## Your objective
With the images removed, write out each record exactly as given.

******************************

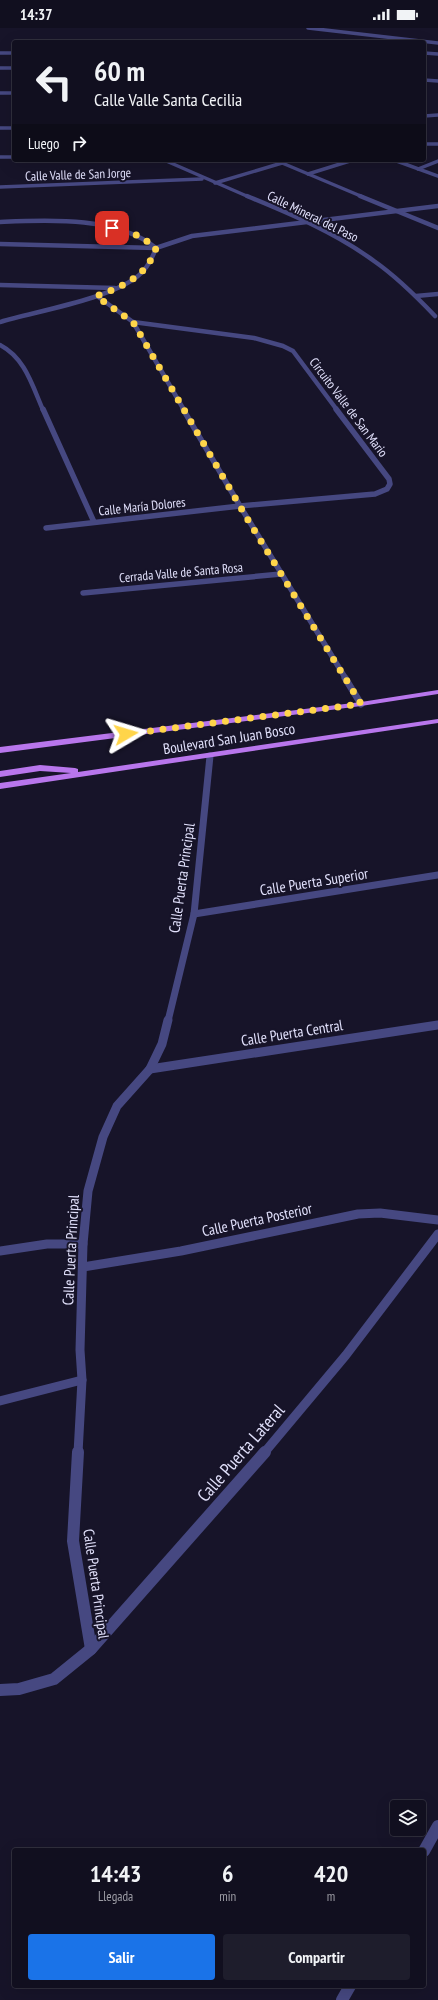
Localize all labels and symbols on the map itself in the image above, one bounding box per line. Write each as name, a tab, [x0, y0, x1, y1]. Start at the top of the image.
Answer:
street label: Calle Valle de San Jorge	[25, 164, 131, 185]
street label: Calle Mineral del Paso	[264, 187, 362, 246]
pin	[95, 211, 129, 245]
street label: Circuito Valle de San Mario	[306, 354, 392, 461]
street label: Calle María Dolores	[98, 493, 186, 520]
street label: Cerrada Valle de Santa Rosa	[118, 559, 244, 586]
position arrow	[105, 713, 147, 755]
street label: Boulevard San Juan Bosco	[162, 719, 296, 758]
street label: Calle Puerta Principal	[164, 821, 199, 934]
street label: Calle Puerta Superior	[258, 863, 370, 899]
street label: Calle Puerta Central	[240, 1015, 345, 1050]
street label: Calle Puerta Principal	[58, 1194, 83, 1306]
street label: Calle Puerta Posterior	[200, 1198, 314, 1240]
street label: Calle Puerta Lateral	[192, 1398, 290, 1506]
street label: Calle Puerta Principal	[79, 1528, 114, 1641]

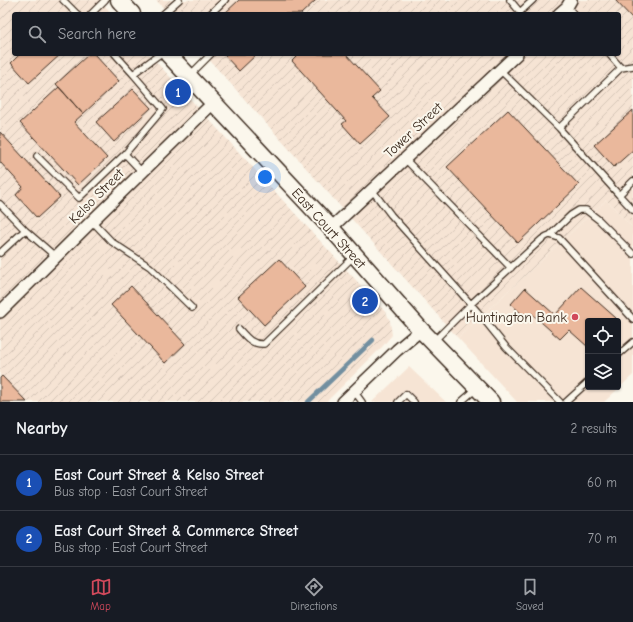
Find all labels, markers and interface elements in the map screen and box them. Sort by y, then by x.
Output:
search box [12,12,621,56]
icon: search [26,23,48,45]
text: Search here [58,25,136,43]
pin: 1 [165,77,191,107]
street label: Tower Street [381,98,447,162]
street label: Kelso Street [65,165,128,227]
your location [255,167,275,187]
street label: East Court Street [288,185,370,273]
pin: 2 [352,286,378,316]
place label: Huntington Bank [466,309,567,326]
marker: Huntington Bank [570,312,580,322]
map controls [585,318,621,390]
button: locate [585,318,621,354]
button: layers [585,354,621,390]
text: Nearby [16,419,67,438]
text: 2 results [570,421,617,436]
text: East Court Street & Kelso Street [54,466,264,484]
text: 1 [26,475,32,490]
text: 60 m [587,475,617,490]
text: Bus stop · East Court Street [54,484,207,499]
text: East Court Street & Commerce Street [54,522,298,540]
text: 2 [26,531,32,546]
text: 70 m [588,531,617,546]
text: Bus stop · East Court Street [54,540,207,555]
tab: Map [90,576,112,613]
tab: Directions [291,576,337,613]
tab: Saved [516,576,543,613]

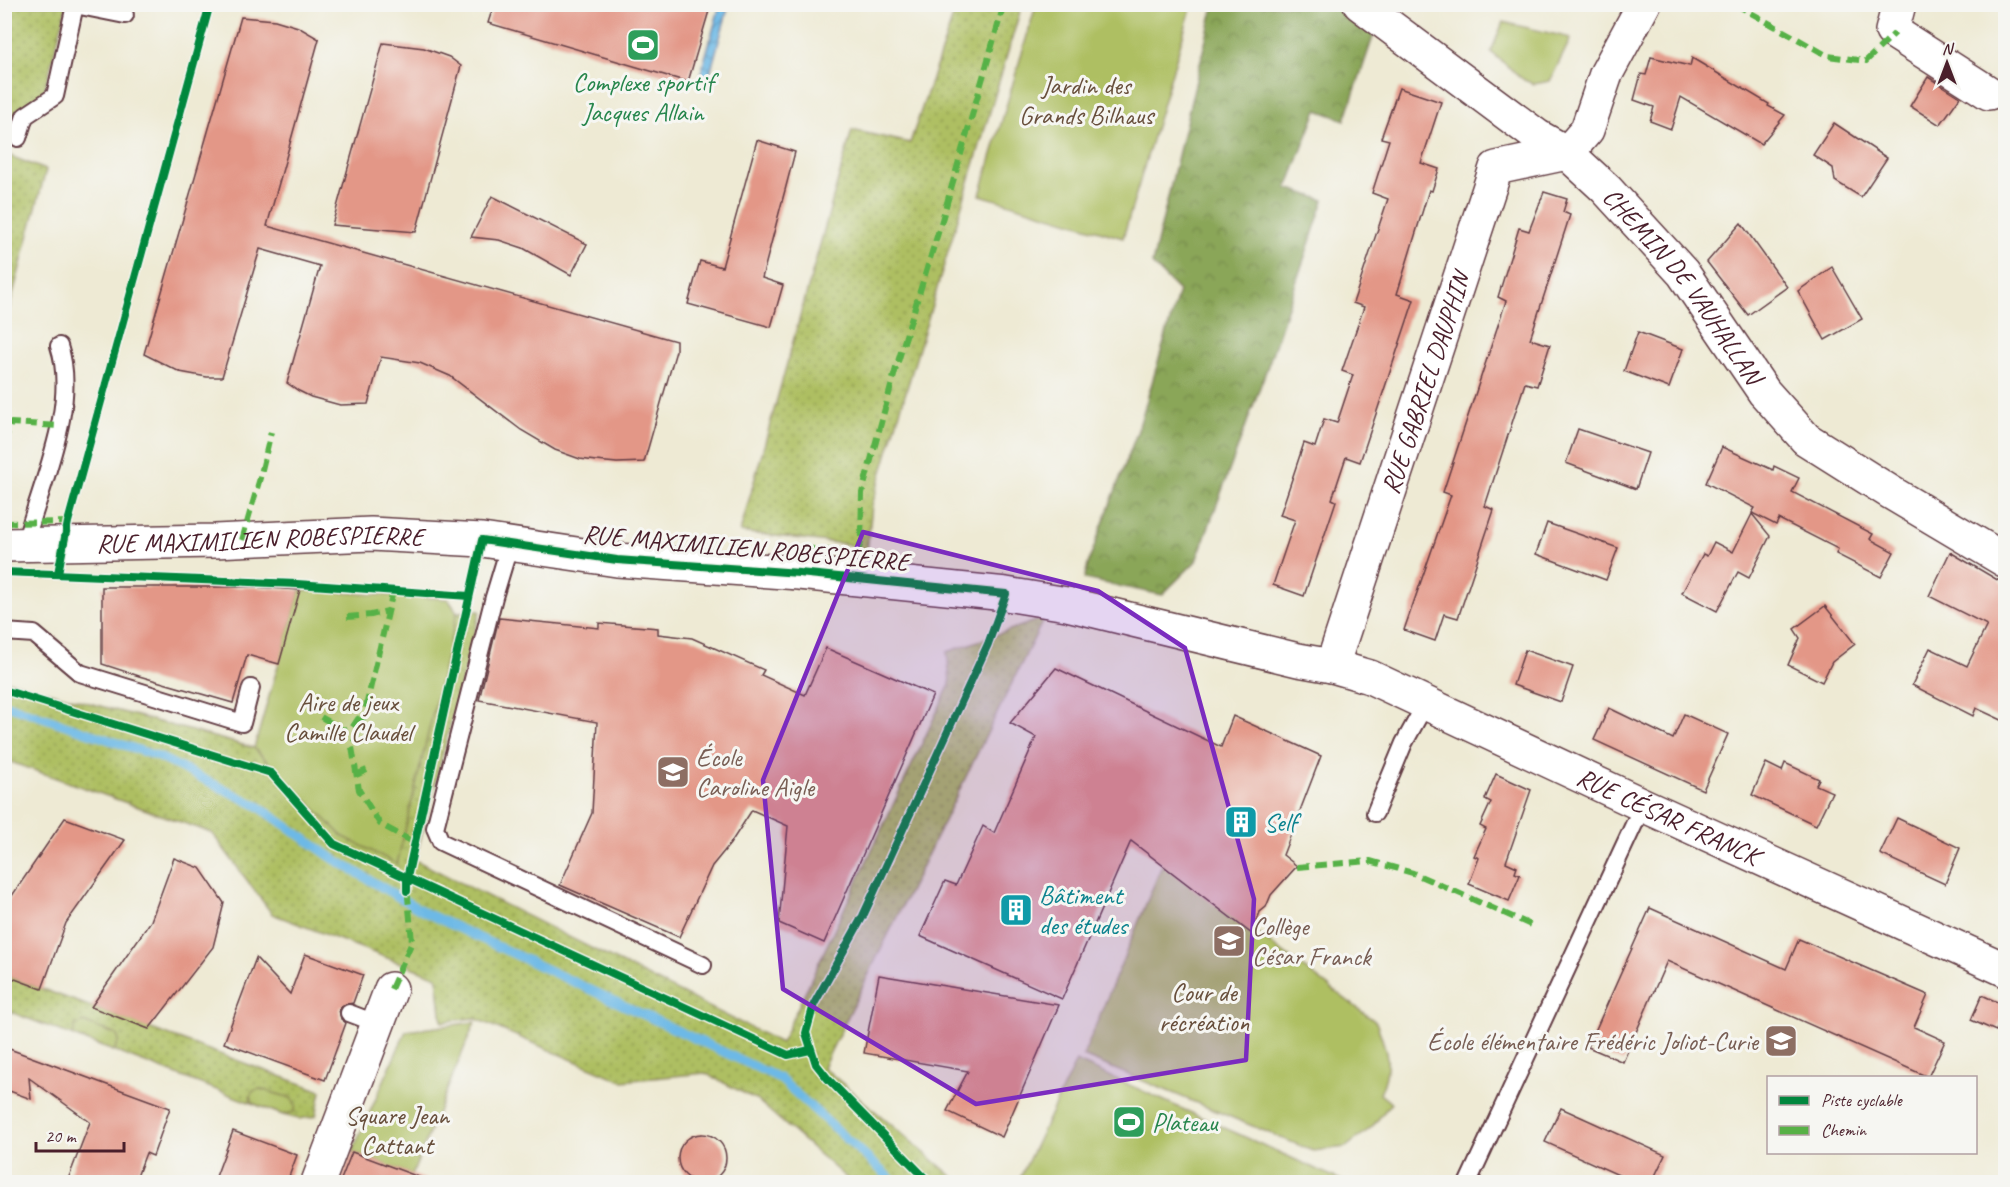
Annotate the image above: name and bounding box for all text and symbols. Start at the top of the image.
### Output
sports icon: Complexe sportif Jacques Allain [625,27,661,63]
north arrow [1917,33,1977,93]
text: N [1942,39,1955,59]
place label: Complexe sportif Jacques Allain [573,66,720,129]
park label: Jardin des Grands Bilhaus [1019,69,1155,132]
street label: CHEMIN DE VAUHALLAN [1596,180,1772,393]
street label: RUE GABRIEL DAUPHIN [1373,264,1478,498]
street label: RUE MAXIMILIEN ROBESPIERRE [96,517,428,560]
street label: RUE MAXIMILIEN ROBESPIERRE [582,517,914,579]
park label: Aire de jeux Camille Claudel [284,686,416,749]
place label: École Caroline Aigle [696,741,815,804]
school or university icon: École Caroline Aigle [655,754,691,790]
street label: RUE CÉSAR FRANCK [1572,760,1769,874]
building icon: Self [1223,804,1259,840]
place label: Self [1264,806,1302,839]
place label: Bâtiment des études [1039,879,1129,942]
building icon: Bâtiment des études [998,892,1034,928]
place label: Collège César Franck [1252,910,1373,973]
school or university icon: Collège César Franck [1211,923,1247,959]
park label: Cour de récréation [1159,976,1250,1039]
school or university icon: École élémentaire Frédéric Joliot-Curie [1763,1023,1799,1059]
place label: École élémentaire Frédéric Joliot-Curie [1427,1025,1760,1058]
legend [1767,1076,1977,1154]
text: Piste cyclable [1821,1089,1903,1111]
park label: Square Jean Cattant [345,1099,450,1162]
sports icon: Plateau [1111,1104,1147,1140]
place label: Plateau [1152,1106,1219,1139]
scale bar [36,1115,124,1153]
text: Chemin [1821,1119,1867,1141]
text: 20 m [45,1125,78,1147]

******************************

## Answer for the task
Localize all labels and symbols on the map itself in the image above, one bounding box per line. Write each as name, a tab, [x0, y0, x1, y1]. Start at the top of the image.
Answer:
street label: Calle Valle de San Jorge	[25, 164, 131, 185]
street label: Calle Mineral del Paso	[264, 187, 362, 246]
pin	[95, 211, 129, 245]
street label: Circuito Valle de San Mario	[306, 354, 392, 461]
street label: Calle María Dolores	[98, 493, 186, 520]
street label: Cerrada Valle de Santa Rosa	[118, 559, 244, 586]
position arrow	[105, 713, 147, 755]
street label: Boulevard San Juan Bosco	[162, 719, 296, 758]
street label: Calle Puerta Principal	[164, 821, 199, 934]
street label: Calle Puerta Superior	[258, 863, 370, 899]
street label: Calle Puerta Central	[240, 1015, 345, 1050]
street label: Calle Puerta Principal	[58, 1194, 83, 1306]
street label: Calle Puerta Posterior	[200, 1198, 314, 1240]
street label: Calle Puerta Lateral	[192, 1398, 290, 1506]
street label: Calle Puerta Principal	[79, 1528, 114, 1641]

Find all labels, markers and interface elements in the map screen and box them. Sort by y, then by x.
Output:
search box [12,12,621,56]
icon: search [26,23,48,45]
text: Search here [58,25,136,43]
pin: 1 [165,77,191,107]
street label: Tower Street [381,98,447,162]
street label: Kelso Street [65,165,128,227]
your location [255,167,275,187]
street label: East Court Street [288,185,370,273]
pin: 2 [352,286,378,316]
place label: Huntington Bank [466,309,567,326]
marker: Huntington Bank [570,312,580,322]
map controls [585,318,621,390]
button: locate [585,318,621,354]
button: layers [585,354,621,390]
text: Nearby [16,419,67,438]
text: 2 results [570,421,617,436]
text: East Court Street & Kelso Street [54,466,264,484]
text: 1 [26,475,32,490]
text: 60 m [587,475,617,490]
text: Bus stop · East Court Street [54,484,207,499]
text: East Court Street & Commerce Street [54,522,298,540]
text: 2 [26,531,32,546]
text: 70 m [588,531,617,546]
text: Bus stop · East Court Street [54,540,207,555]
tab: Map [90,576,112,613]
tab: Directions [291,576,337,613]
tab: Saved [516,576,543,613]

Annotate the image above: name and bounding box for all text and symbols. Start at the top of the image.
### Output
sports icon: Complexe sportif Jacques Allain [625,27,661,63]
north arrow [1917,33,1977,93]
text: N [1942,39,1955,59]
place label: Complexe sportif Jacques Allain [573,66,720,129]
park label: Jardin des Grands Bilhaus [1019,69,1155,132]
street label: CHEMIN DE VAUHALLAN [1596,180,1772,393]
street label: RUE GABRIEL DAUPHIN [1373,264,1478,498]
street label: RUE MAXIMILIEN ROBESPIERRE [96,517,428,560]
street label: RUE MAXIMILIEN ROBESPIERRE [582,517,914,579]
park label: Aire de jeux Camille Claudel [284,686,416,749]
place label: École Caroline Aigle [696,741,815,804]
school or university icon: École Caroline Aigle [655,754,691,790]
street label: RUE CÉSAR FRANCK [1572,760,1769,874]
building icon: Self [1223,804,1259,840]
place label: Self [1264,806,1302,839]
place label: Bâtiment des études [1039,879,1129,942]
building icon: Bâtiment des études [998,892,1034,928]
place label: Collège César Franck [1252,910,1373,973]
school or university icon: Collège César Franck [1211,923,1247,959]
park label: Cour de récréation [1159,976,1250,1039]
school or university icon: École élémentaire Frédéric Joliot-Curie [1763,1023,1799,1059]
place label: École élémentaire Frédéric Joliot-Curie [1427,1025,1760,1058]
legend [1767,1076,1977,1154]
text: Piste cyclable [1821,1089,1903,1111]
park label: Square Jean Cattant [345,1099,450,1162]
sports icon: Plateau [1111,1104,1147,1140]
place label: Plateau [1152,1106,1219,1139]
scale bar [36,1115,124,1153]
text: Chemin [1821,1119,1867,1141]
text: 20 m [45,1125,78,1147]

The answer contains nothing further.